Material shown:

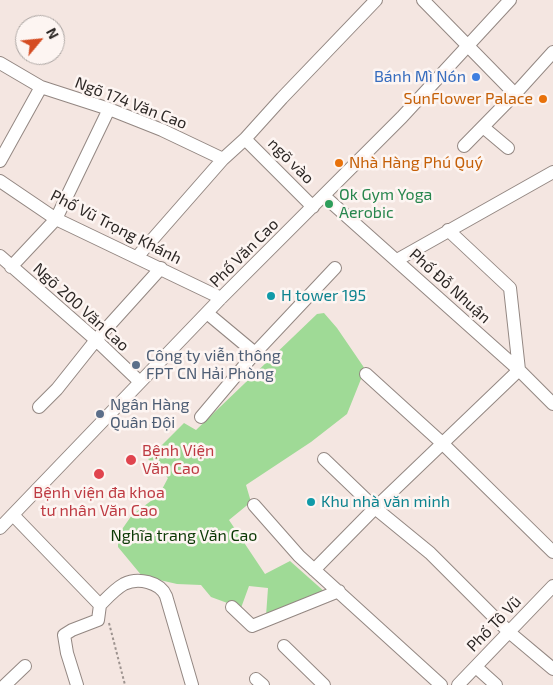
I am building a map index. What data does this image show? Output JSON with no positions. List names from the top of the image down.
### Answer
{
  "streets": {
    "street": [
      "Ngõ 174 Văn Cao",
      "ngõ vào",
      "Phố Vũ Trọng Khánh",
      "Phố Văn Cao",
      "Phố Đỗ Nhuận",
      "Ngõ 200 Văn Cao",
      "Phố Tô Vũ"
    ]
  },
  "crossings": [
    ["ngõ vào", "Phố Văn Cao"],
    ["Phố Vũ Trọng Khánh", "Phố Văn Cao"],
    ["Phố Văn Cao", "Phố Đỗ Nhuận"],
    ["Phố Văn Cao", "Ngõ 200 Văn Cao"]
  ],
  "parks": ["Nghĩa trang Văn Cao"],
  "places": [
    "Bánh Mì Nón",
    "SunFlower Palace",
    "Nhà Hàng Phú Quý",
    "Ok Gym Yoga Aerobic",
    "H tower 195",
    "Công ty viễn thông FPT CN Hải Phòng",
    "Ngân Hàng Quân Đội",
    "Bệnh Viện Văn Cao",
    "Bệnh viện đa khoa tư nhân Văn Cao",
    "Khu nhà văn minh"
  ],
  "north": "top right"
}
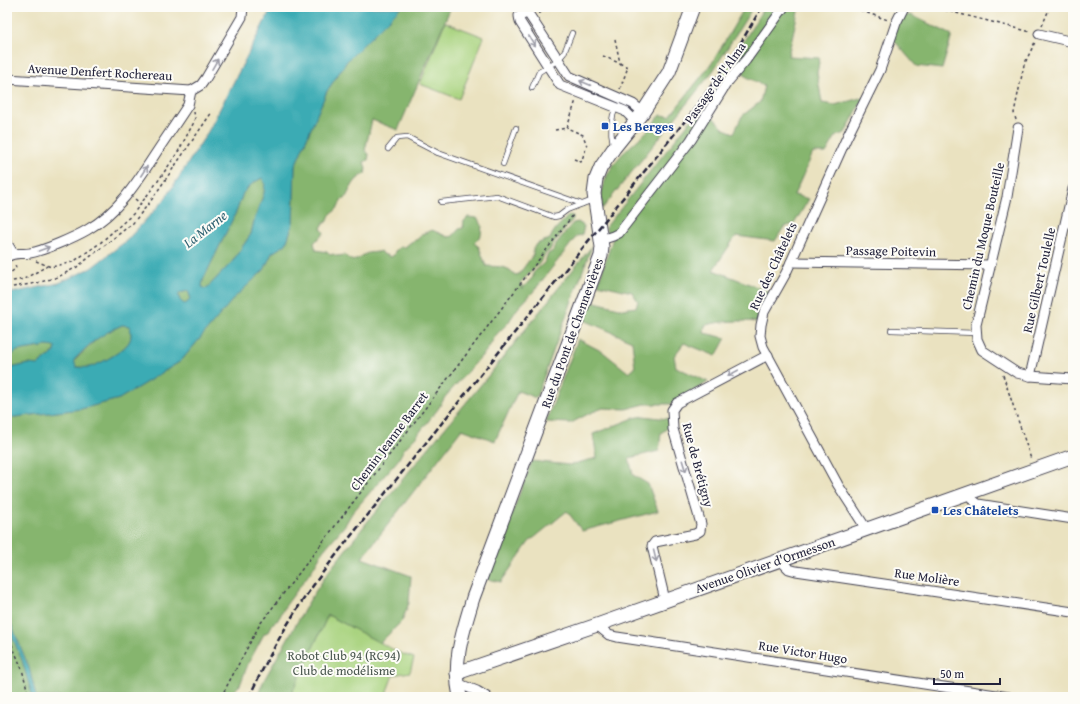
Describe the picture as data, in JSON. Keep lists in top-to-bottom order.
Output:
{
  "streets": {
    "main road": ["Rue du Pont de Chennevières", "Avenue Olivier d'Ormesson"],
    "street": [
      "Avenue Denfert Rochereau",
      "Passage de l'Alma",
      "Chemin du Moque Bouteille",
      "Passage Poitevin",
      "Rue des Châtelets",
      "Rue Gilbert Toulelle",
      "Rue de Brétigny",
      "Rue Molière",
      "Rue Victor Hugo"
    ],
    "path": ["Chemin Jeanne Barret"]
  },
  "crossings": [
    ["Passage de l'Alma", "Rue du Pont de Chennevières"],
    ["Chemin du Moque Bouteille", "Passage Poitevin"],
    ["Passage Poitevin", "Rue des Châtelets"],
    ["Rue des Châtelets", "Rue de Brétigny"],
    ["Rue des Châtelets", "Avenue Olivier d'Ormesson"],
    ["Rue du Pont de Chennevières", "Avenue Olivier d'Ormesson"],
    ["Rue de Brétigny", "Avenue Olivier d'Ormesson"],
    ["Avenue Olivier d'Ormesson", "Rue Molière"],
    ["Avenue Olivier d'Ormesson", "Rue Victor Hugo"]
  ],
  "water": ["La Marne"],
  "parks": ["Robot Club 94 (RC94) Club de modélisme"],
  "places": {
    "transit": ["Les Berges", "Les Châtelets"]
  },
  "scale_bar": "50 m"
}
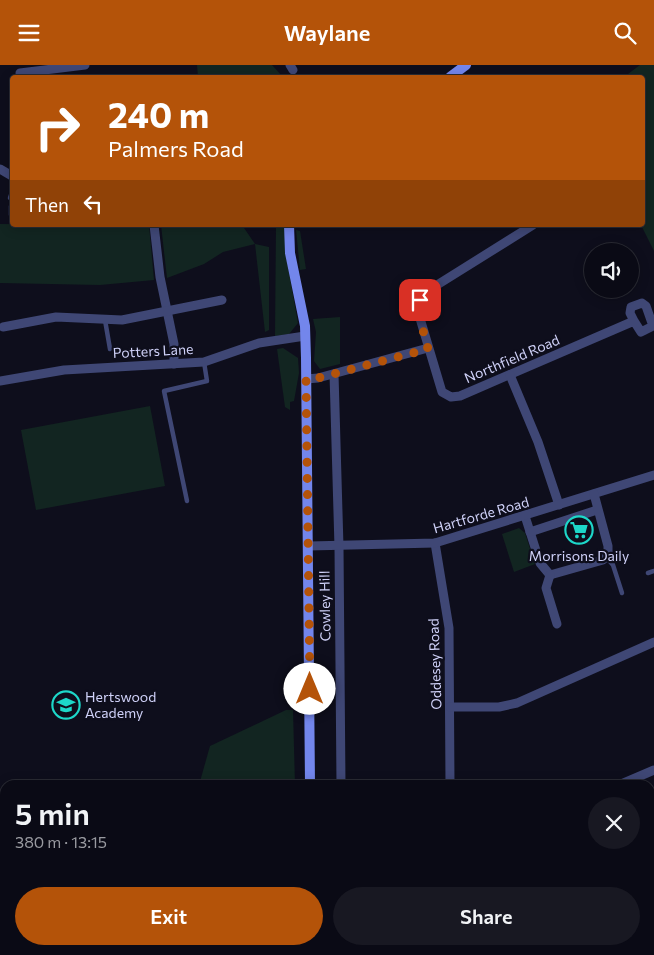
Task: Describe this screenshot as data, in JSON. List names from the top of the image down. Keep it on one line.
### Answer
{"streets":{"main road":["Cowley Hill"],"street":["Potters Lane","Northfield Road","Hartforde Road","Oddesey Road"]},"crossings":[["Potters Lane","Cowley Hill"],["Hartforde Road","Cowley Hill"],["Hartforde Road","Oddesey Road"]],"places":{"supermarket":["Morrisons Daily"],"school or university":["Hertswood Academy"]},"page":{"header":"Waylane","turn":["240 m","Palmers Road"],"then":"Then","heading":["5 min","380 m · 13:15"],"buttons":["Exit","Share"]}}
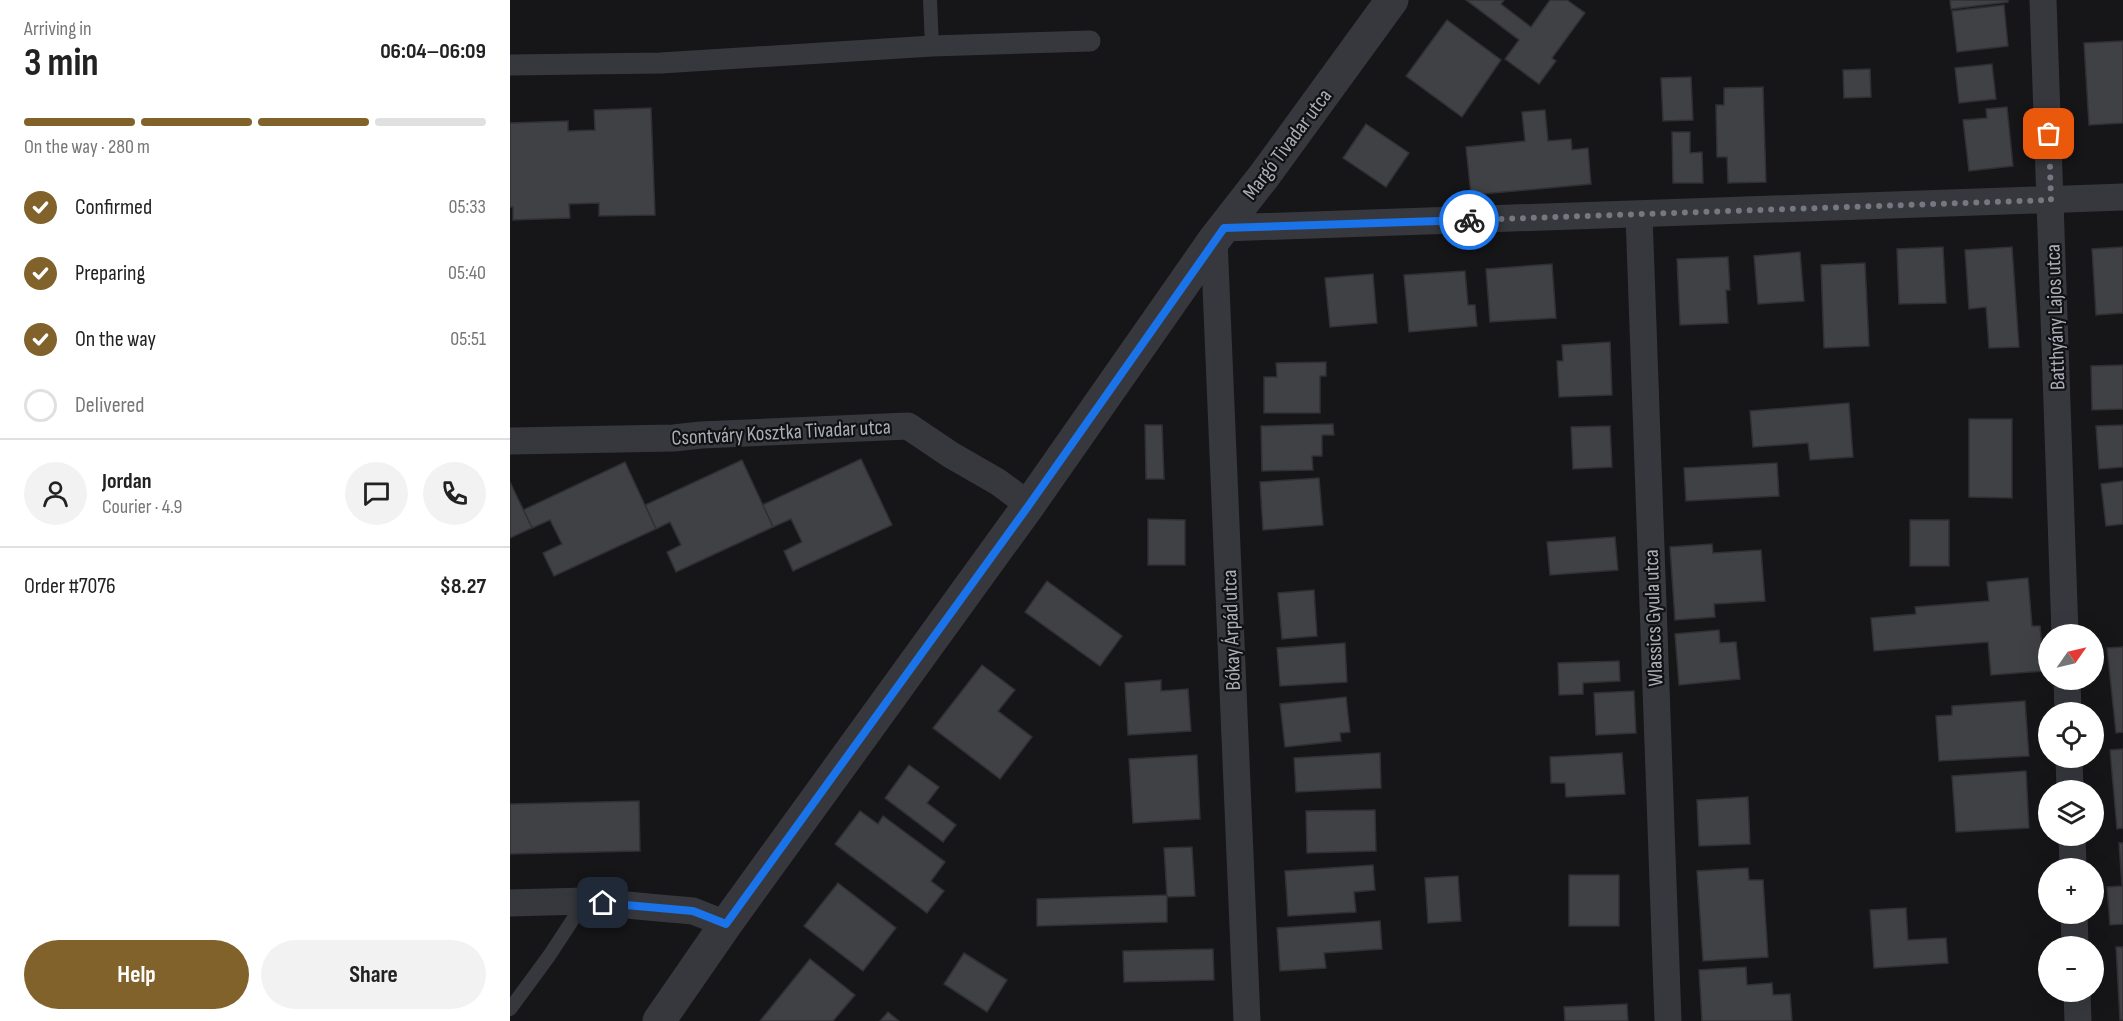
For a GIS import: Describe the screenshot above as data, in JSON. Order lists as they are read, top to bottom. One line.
{"streets":{"street":["Margó Tivadar utca","Batthyány Lajos utca","Csontváry Kosztka Tivadar utca","Wlassics Gyula utca","Bókay Árpád utca"]},"crossings":[["Margó Tivadar utca","Csontváry Kosztka Tivadar utca"],["Margó Tivadar utca","Bókay Árpád utca"]],"north":"top right","page":{"heading":["3 min","Arriving in","06:04–06:09"],"panel":["Jordan","Courier · 4.9","Order #7076","$8.27"],"bar":"On the way · 280 m","list":[["Confirmed","05:33"],["Preparing","05:40"],["On the way","05:51"],"Delivered"],"map_buttons":["+","−"],"buttons":["Help","Share"]}}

What you will do: The entries must be written out again unchanged. Images are to be left out.

Problem solution:
I am building a map index. What data does this image show? Output JSON with no positions. List names from the top of the image down.
### Answer
{
  "streets": {
    "street": [
      "Ngõ 174 Văn Cao",
      "ngõ vào",
      "Phố Vũ Trọng Khánh",
      "Phố Văn Cao",
      "Phố Đỗ Nhuận",
      "Ngõ 200 Văn Cao",
      "Phố Tô Vũ"
    ]
  },
  "crossings": [
    ["ngõ vào", "Phố Văn Cao"],
    ["Phố Vũ Trọng Khánh", "Phố Văn Cao"],
    ["Phố Văn Cao", "Phố Đỗ Nhuận"],
    ["Phố Văn Cao", "Ngõ 200 Văn Cao"]
  ],
  "parks": ["Nghĩa trang Văn Cao"],
  "places": [
    "Bánh Mì Nón",
    "SunFlower Palace",
    "Nhà Hàng Phú Quý",
    "Ok Gym Yoga Aerobic",
    "H tower 195",
    "Công ty viễn thông FPT CN Hải Phòng",
    "Ngân Hàng Quân Đội",
    "Bệnh Viện Văn Cao",
    "Bệnh viện đa khoa tư nhân Văn Cao",
    "Khu nhà văn minh"
  ],
  "north": "top right"
}
Describe the picture as data, in JSON. Keep lists in top-to-bottom order.
Output:
{
  "streets": {
    "main road": ["Rue du Pont de Chennevières", "Avenue Olivier d'Ormesson"],
    "street": [
      "Avenue Denfert Rochereau",
      "Passage de l'Alma",
      "Chemin du Moque Bouteille",
      "Passage Poitevin",
      "Rue des Châtelets",
      "Rue Gilbert Toulelle",
      "Rue de Brétigny",
      "Rue Molière",
      "Rue Victor Hugo"
    ],
    "path": ["Chemin Jeanne Barret"]
  },
  "crossings": [
    ["Passage de l'Alma", "Rue du Pont de Chennevières"],
    ["Chemin du Moque Bouteille", "Passage Poitevin"],
    ["Passage Poitevin", "Rue des Châtelets"],
    ["Rue des Châtelets", "Rue de Brétigny"],
    ["Rue des Châtelets", "Avenue Olivier d'Ormesson"],
    ["Rue du Pont de Chennevières", "Avenue Olivier d'Ormesson"],
    ["Rue de Brétigny", "Avenue Olivier d'Ormesson"],
    ["Avenue Olivier d'Ormesson", "Rue Molière"],
    ["Avenue Olivier d'Ormesson", "Rue Victor Hugo"]
  ],
  "water": ["La Marne"],
  "parks": ["Robot Club 94 (RC94) Club de modélisme"],
  "places": {
    "transit": ["Les Berges", "Les Châtelets"]
  },
  "scale_bar": "50 m"
}
Task: Describe this screenshot as data, in JSON. List names from the top of the image down. Keep it on one line.
### Answer
{"streets":{"main road":["Cowley Hill"],"street":["Potters Lane","Northfield Road","Hartforde Road","Oddesey Road"]},"crossings":[["Potters Lane","Cowley Hill"],["Hartforde Road","Cowley Hill"],["Hartforde Road","Oddesey Road"]],"places":{"supermarket":["Morrisons Daily"],"school or university":["Hertswood Academy"]},"page":{"header":"Waylane","turn":["240 m","Palmers Road"],"then":"Then","heading":["5 min","380 m · 13:15"],"buttons":["Exit","Share"]}}
For a GIS import: Describe the screenshot above as data, in JSON. Order lists as they are read, top to bottom. One line.
{"streets":{"street":["Margó Tivadar utca","Batthyány Lajos utca","Csontváry Kosztka Tivadar utca","Wlassics Gyula utca","Bókay Árpád utca"]},"crossings":[["Margó Tivadar utca","Csontváry Kosztka Tivadar utca"],["Margó Tivadar utca","Bókay Árpád utca"]],"north":"top right","page":{"heading":["3 min","Arriving in","06:04–06:09"],"panel":["Jordan","Courier · 4.9","Order #7076","$8.27"],"bar":"On the way · 280 m","list":[["Confirmed","05:33"],["Preparing","05:40"],["On the way","05:51"],"Delivered"],"map_buttons":["+","−"],"buttons":["Help","Share"]}}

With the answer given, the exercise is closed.